Diese Kurzgeschichte habe ich 2015 für den Kurgeschichtenwettbewerb des Iceland Writers Retreat geschrieben. Die Vorgaben: die Geschichte muss in englischer Sprache verfasst sein, sie darf nicht mehr als 500 Wörter enthalten und es muss die Harpa Concert Hall in Reykjavik darin vorkommen:

Awaiting
Between rehearsals we are in the lobby. Chris is irritated; I can tell. The rehearsal didn’t go well, he constantly lost the beat. The line dividing his forehead shows how much he resents not meeting his expectations. How deeply I yearn to stretch out my hand and touch him. Strike off his anger. Ben comes back from the coffee station, balancing three paper-cups in two hands. While he hands out the coffee, I manage to meet Chris’ eyes. I smile. He smiles. Stricken off.
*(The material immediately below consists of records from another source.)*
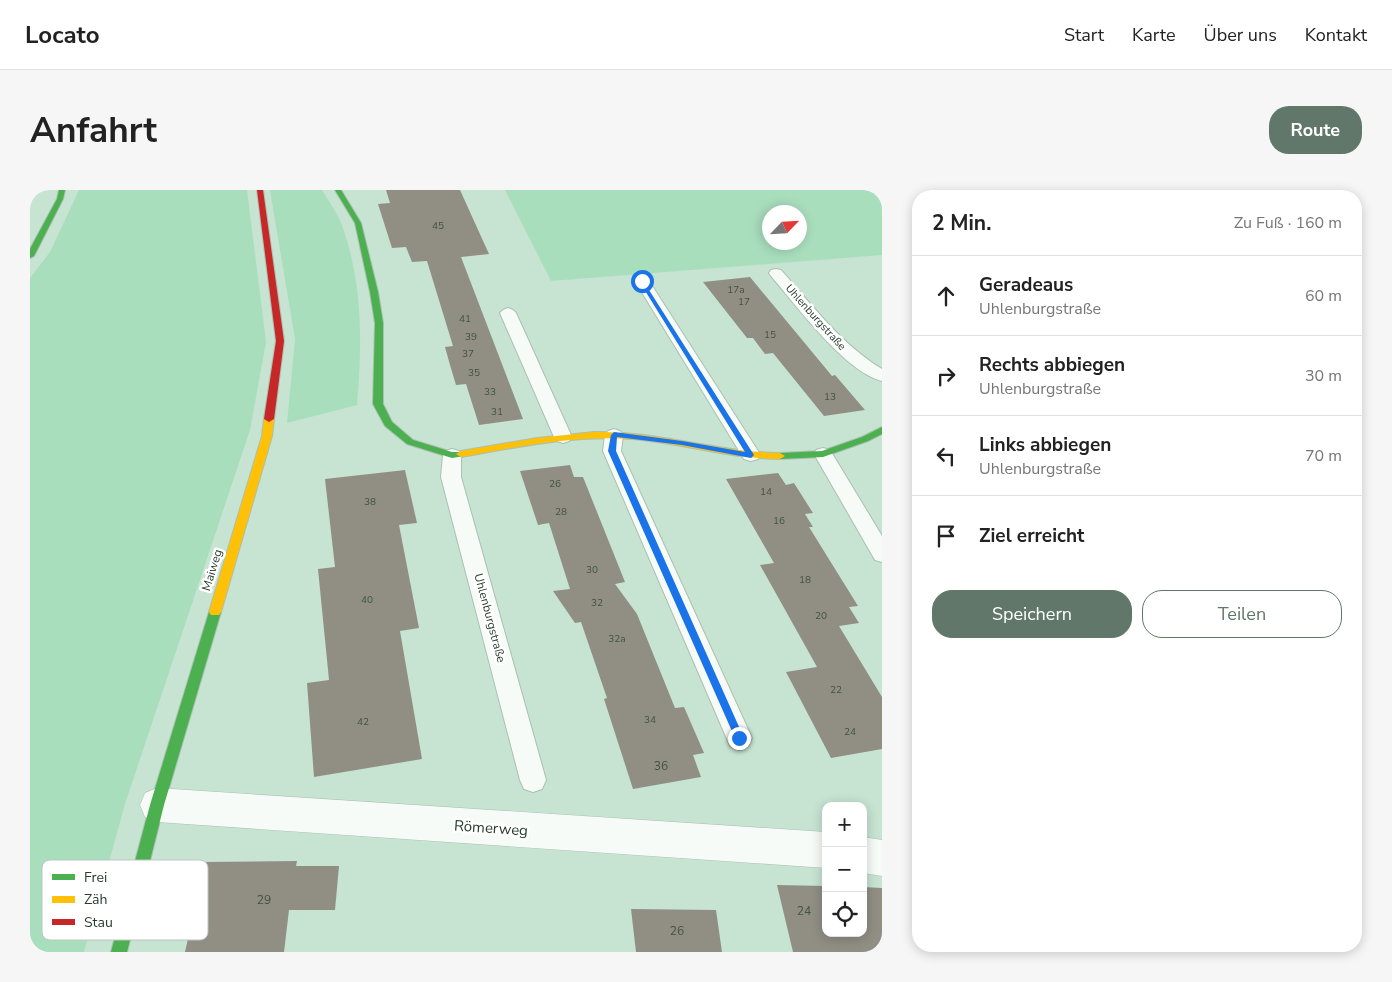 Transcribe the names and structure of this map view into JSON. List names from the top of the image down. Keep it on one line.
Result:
{"streets":{"street":["Maiweg","Römerweg"],"lane":["Uhlenburgstraße"]},"crossings":[["Maiweg","Römerweg"]],"house_numbers":["45","17a","17","41","15","39","37","35","33","13","31","26","14","38","28","16","30","18","40","32","20","32a","22","34","42","24","36","29","24","26"],"legend":["Frei","Zäh","Stau"],"north":"top right","page":{"header":"Locato","nav":["Start","Karte","Über uns","Kontakt"],"buttons":["Route",["Speichern","Teilen"]],"title":"Anfahrt","heading":["2 Min.","Zu Fuß · 160 m"],"list":[["Geradeaus","Uhlenburgstraße","60 m"],["Rechts abbiegen","Uhlenburgstraße","30 m"],["Links abbiegen","Uhlenburgstraße","70 m"],"Ziel erreicht"],"map_buttons":["+","−"]}} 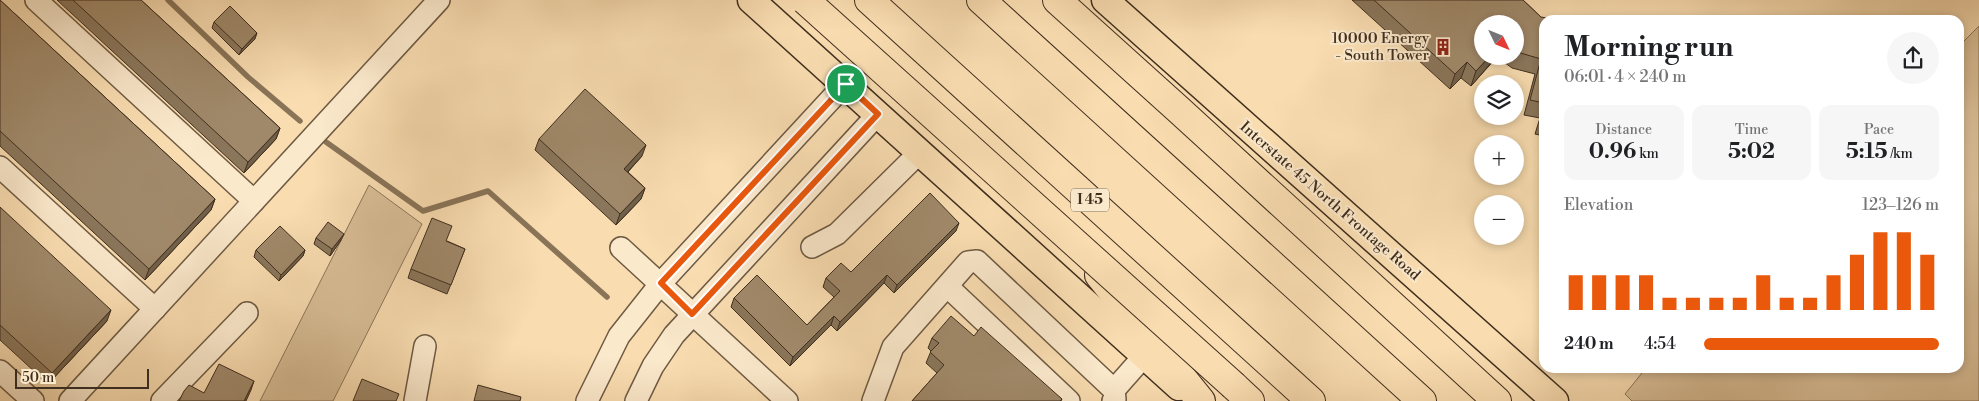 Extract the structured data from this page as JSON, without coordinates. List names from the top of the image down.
{
  "streets": {
    "highway": ["I 45"],
    "main road": ["Interstate 45 North Frontage Road"]
  },
  "places": {
    "building": ["10000 Energy - South Tower"]
  },
  "scale_bar": "50 m",
  "north": "bottom right",
  "page": {
    "map_buttons": ["+", "−"],
    "heading": ["Morning run", "06:01 · 4 × 240 m"],
    "stats": [
      ["Distance", "0.96 km"],
      ["Time", "5:02"],
      ["Pace", "5:15 /km"]
    ],
    "chart": ["Elevation", "123–126 m"],
    "list": [
      {
        "name": "240 m",
        "note": "4:54"
      }
    ],
    "scale": "50 m"
  }
} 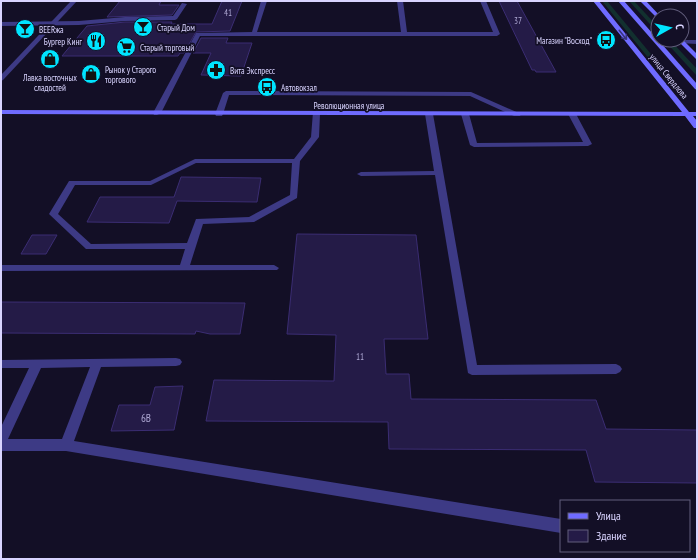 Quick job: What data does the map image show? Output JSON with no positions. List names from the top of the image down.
{
  "streets": {
    "main road": ["улица Свердлова", "Революционная улица"]
  },
  "crossings": [
    ["улица Свердлова", "Революционная улица"]
  ],
  "places": {
    "bar": ["Старый Дом", "BEERжа"],
    "bus stop": ["Магазин \"Восход\"", "Автовокзал"],
    "restaurant": ["Бургер Кинг"],
    "supermarket": ["Старый торговый"],
    "shop": ["Лавка восточных сладостей", "Рынок у Старого торгового"],
    "pharmacy": ["Вита Экспресс"]
  },
  "house_numbers": [
    "41",
    "37",
    "11",
    "6В"
  ],
  "legend": ["Улица", "Здание"],
  "north": "right"
} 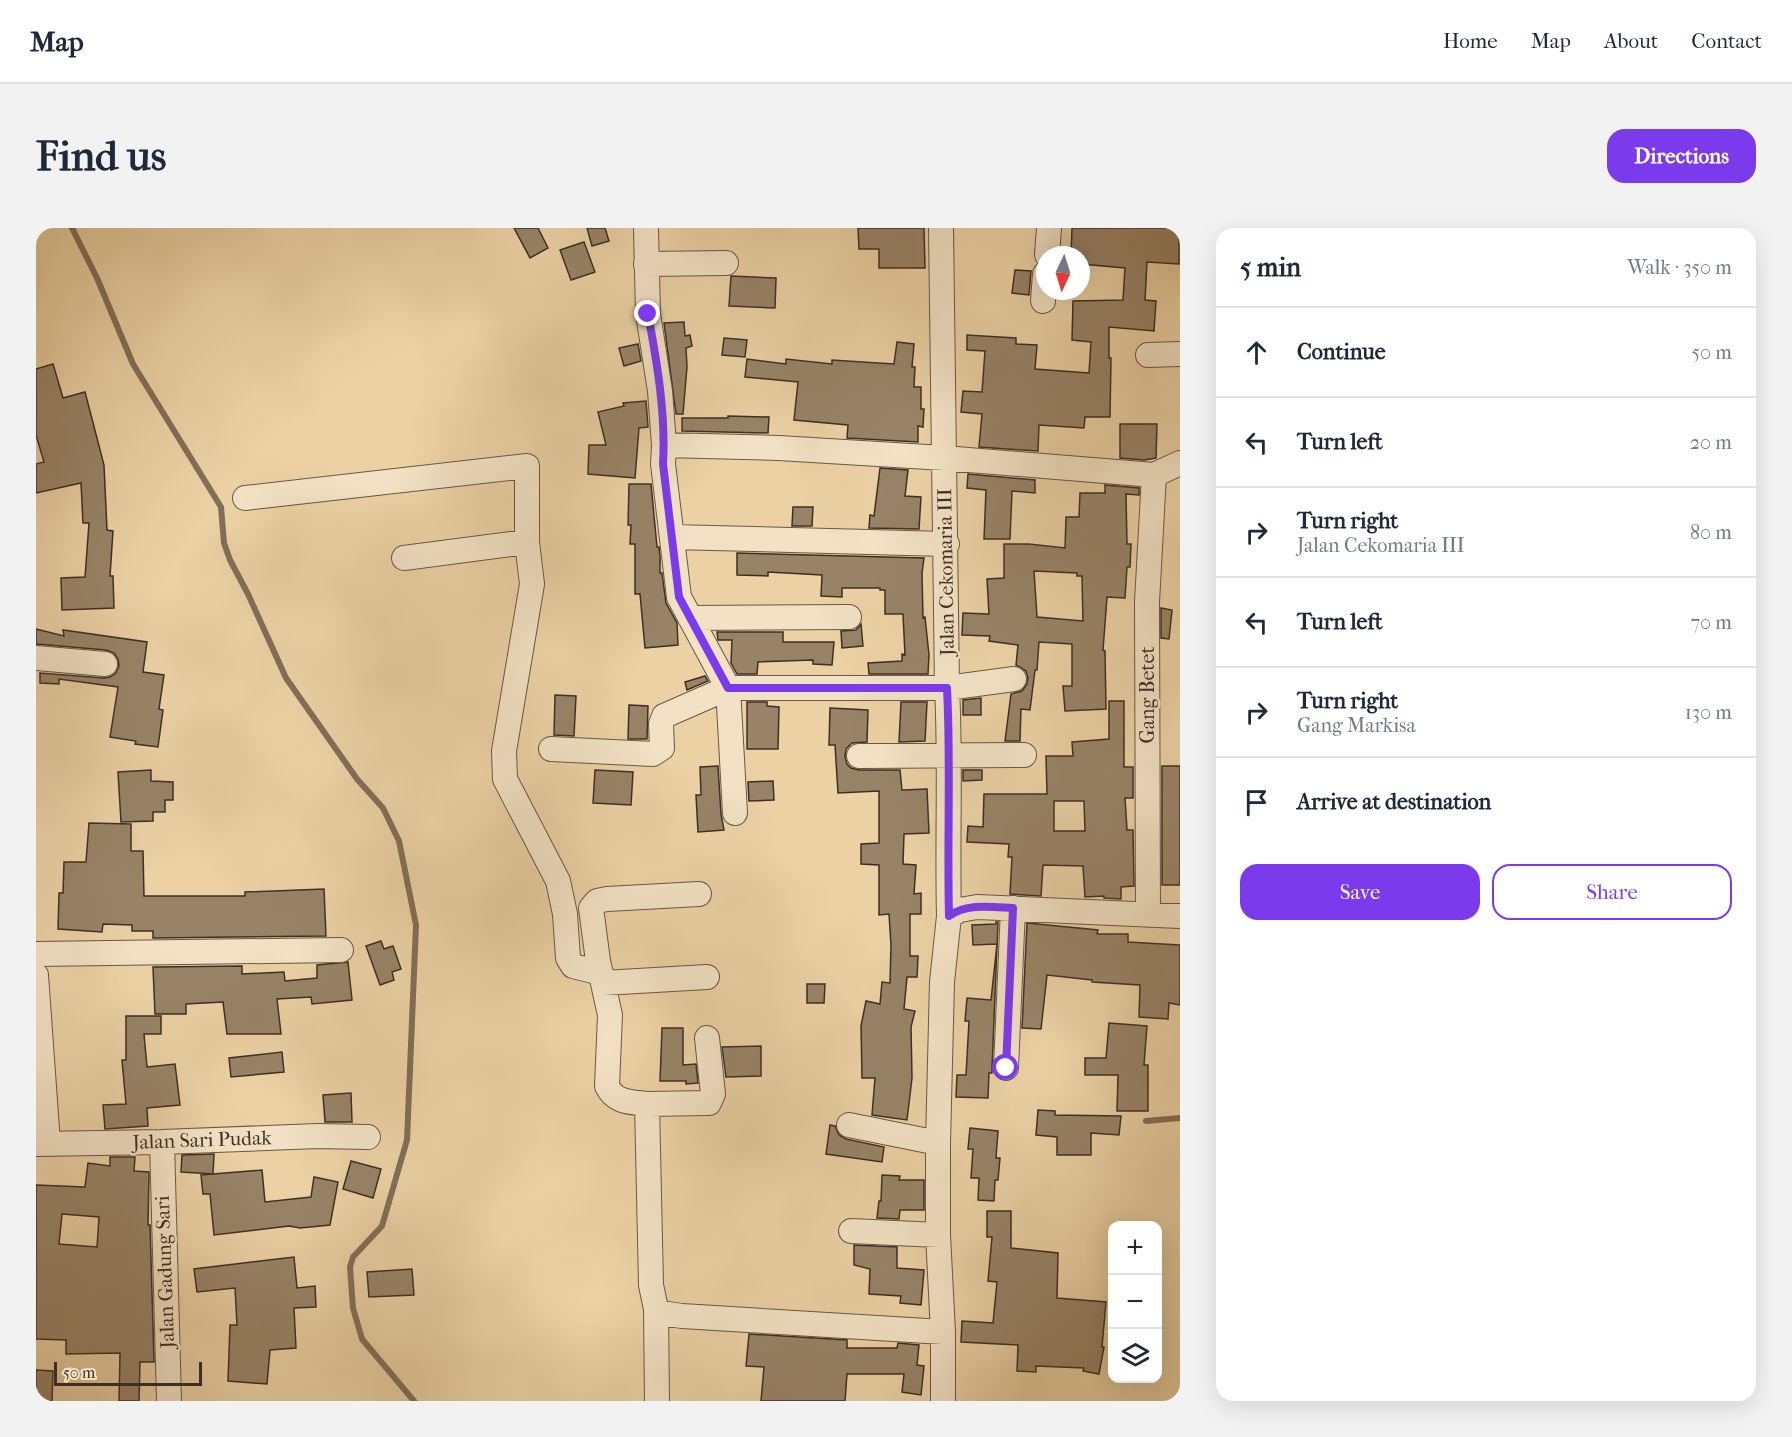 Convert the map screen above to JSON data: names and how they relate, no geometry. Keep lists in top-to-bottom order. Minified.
{"streets":{"street":["Jalan Cekomaria III","Gang Betet","Jalan Sari Pudak","Jalan Gadung Sari"]},"crossings":[["Jalan Sari Pudak","Jalan Gadung Sari"]],"scale_bar":"50 m","north":"bottom","page":{"header":"Map","nav":["Home","Map","About","Contact"],"buttons":["Directions",["Save","Share"]],"title":"Find us","heading":["5 min","Walk · 350 m"],"list":[["Continue","50 m"],["Turn left","20 m"],["Turn right","Jalan Cekomaria III","80 m"],["Turn left","70 m"],["Turn right","Gang Markisa","130 m"],"Arrive at destination"],"map_buttons":["+","−"],"scale":"50 m"}}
The coffee tastes watery. I nod towards the big glass facade with the harbour view. A woman sits there on one of those modern plastic cubes. We can only see her back, and yet I know that she is beautiful. It is something in the way she sits. So still, almost motionless. Her back held upright. Her long, straight hair caressing her spine. How does she do that anyway? I gave up hairstyling long ago. With the Reykjavikian winds destroying in seconds, what I had tried taming for hours.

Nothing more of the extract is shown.